Earlier this morning I spoke about social media at a small networking group meeting. The question of why to blog came up.

In this case the questioner had employees tracking billable hours and he was not interested in losing billable hours to blogging or other social media activities. We quickly worked through a couple of scenarios that might meet his needs using current staff and then looked at what he could do through outsourcing or adding overhead. He immediately understood the idea of his company becoming a thought leader in his business through blogging and that his employees would showcase their acquired knowledge to customers and prospects.

What I failed to point out at the time, and covered in a subsequent email, was the added benefit that his blogging employees were also sharpening their relationship selling skills by applying conscious effort in writing about their professional expertise.

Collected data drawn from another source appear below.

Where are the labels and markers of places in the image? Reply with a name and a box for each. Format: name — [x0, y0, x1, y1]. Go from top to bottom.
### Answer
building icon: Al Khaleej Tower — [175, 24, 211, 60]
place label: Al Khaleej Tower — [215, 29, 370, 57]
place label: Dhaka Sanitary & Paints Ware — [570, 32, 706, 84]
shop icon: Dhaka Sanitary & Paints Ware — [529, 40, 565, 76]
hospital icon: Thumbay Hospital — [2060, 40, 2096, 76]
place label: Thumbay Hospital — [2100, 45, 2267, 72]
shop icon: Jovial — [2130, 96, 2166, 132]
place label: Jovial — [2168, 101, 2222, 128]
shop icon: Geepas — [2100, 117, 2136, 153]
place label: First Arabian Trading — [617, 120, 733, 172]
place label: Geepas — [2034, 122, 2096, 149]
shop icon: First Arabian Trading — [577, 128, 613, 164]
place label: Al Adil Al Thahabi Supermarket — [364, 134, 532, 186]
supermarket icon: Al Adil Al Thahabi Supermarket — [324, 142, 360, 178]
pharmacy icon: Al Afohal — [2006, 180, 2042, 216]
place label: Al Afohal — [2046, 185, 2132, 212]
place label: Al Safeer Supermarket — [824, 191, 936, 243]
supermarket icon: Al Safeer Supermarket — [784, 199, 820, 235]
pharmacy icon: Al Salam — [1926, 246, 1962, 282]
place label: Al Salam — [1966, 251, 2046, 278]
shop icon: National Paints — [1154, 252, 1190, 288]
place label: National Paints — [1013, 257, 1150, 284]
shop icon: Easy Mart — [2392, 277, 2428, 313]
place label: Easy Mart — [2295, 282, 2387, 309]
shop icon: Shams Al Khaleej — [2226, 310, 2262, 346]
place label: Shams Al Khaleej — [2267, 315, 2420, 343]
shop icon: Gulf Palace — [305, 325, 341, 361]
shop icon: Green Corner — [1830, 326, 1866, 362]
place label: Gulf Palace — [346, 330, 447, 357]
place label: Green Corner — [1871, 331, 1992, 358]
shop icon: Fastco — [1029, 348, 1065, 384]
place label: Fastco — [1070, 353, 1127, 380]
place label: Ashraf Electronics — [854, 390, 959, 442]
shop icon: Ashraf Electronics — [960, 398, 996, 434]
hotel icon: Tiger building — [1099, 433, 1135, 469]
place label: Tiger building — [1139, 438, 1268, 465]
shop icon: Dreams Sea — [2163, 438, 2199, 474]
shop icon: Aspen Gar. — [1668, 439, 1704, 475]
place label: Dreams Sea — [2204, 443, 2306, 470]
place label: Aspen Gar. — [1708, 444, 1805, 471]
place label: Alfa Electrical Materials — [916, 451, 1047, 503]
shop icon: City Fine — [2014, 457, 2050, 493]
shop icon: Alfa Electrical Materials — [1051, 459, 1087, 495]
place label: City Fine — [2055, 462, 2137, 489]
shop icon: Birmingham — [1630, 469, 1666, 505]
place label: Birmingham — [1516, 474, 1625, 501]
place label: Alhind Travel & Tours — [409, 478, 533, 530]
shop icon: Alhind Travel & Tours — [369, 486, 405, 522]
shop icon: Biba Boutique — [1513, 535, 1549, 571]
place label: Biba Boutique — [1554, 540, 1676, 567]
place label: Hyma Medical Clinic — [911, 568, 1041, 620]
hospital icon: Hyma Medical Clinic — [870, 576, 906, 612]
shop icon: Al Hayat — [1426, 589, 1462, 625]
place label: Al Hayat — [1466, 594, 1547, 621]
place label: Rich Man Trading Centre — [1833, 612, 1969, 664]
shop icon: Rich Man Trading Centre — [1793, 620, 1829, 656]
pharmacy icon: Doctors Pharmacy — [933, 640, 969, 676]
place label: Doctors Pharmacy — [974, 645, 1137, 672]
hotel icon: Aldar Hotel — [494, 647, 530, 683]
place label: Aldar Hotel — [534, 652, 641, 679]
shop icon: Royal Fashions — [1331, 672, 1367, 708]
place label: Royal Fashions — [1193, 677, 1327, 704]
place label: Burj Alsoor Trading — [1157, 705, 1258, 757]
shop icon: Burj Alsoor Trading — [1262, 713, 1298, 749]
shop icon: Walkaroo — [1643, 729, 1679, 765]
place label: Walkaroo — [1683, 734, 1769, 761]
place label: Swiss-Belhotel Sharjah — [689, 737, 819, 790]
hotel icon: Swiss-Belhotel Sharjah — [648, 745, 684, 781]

A tweet in my Twitter stream reminded me of this sharpening effect when the tweeter linked to this 1:37 YouTube segment of Seth Godin and Tom Peters discussing the core value of blogging.

Listen near the end of the clip where Tom Peters says, “No single thing in the last 15 years, professionally, has been more important to my life than blogging. It [blogging] has changed my life, it has changed my perspective, it has changed my intellectual outlook….it’s the best damn marketing tool by an order of magnitude I’ve ever had.”

This video is now in my favorites and I’ve added the quote to my slides for presentations. Maybe the best part about this is that it also proved the value of the Twitter stream and the serendipity that comes with checking the stream instead of always having completely narrow focus.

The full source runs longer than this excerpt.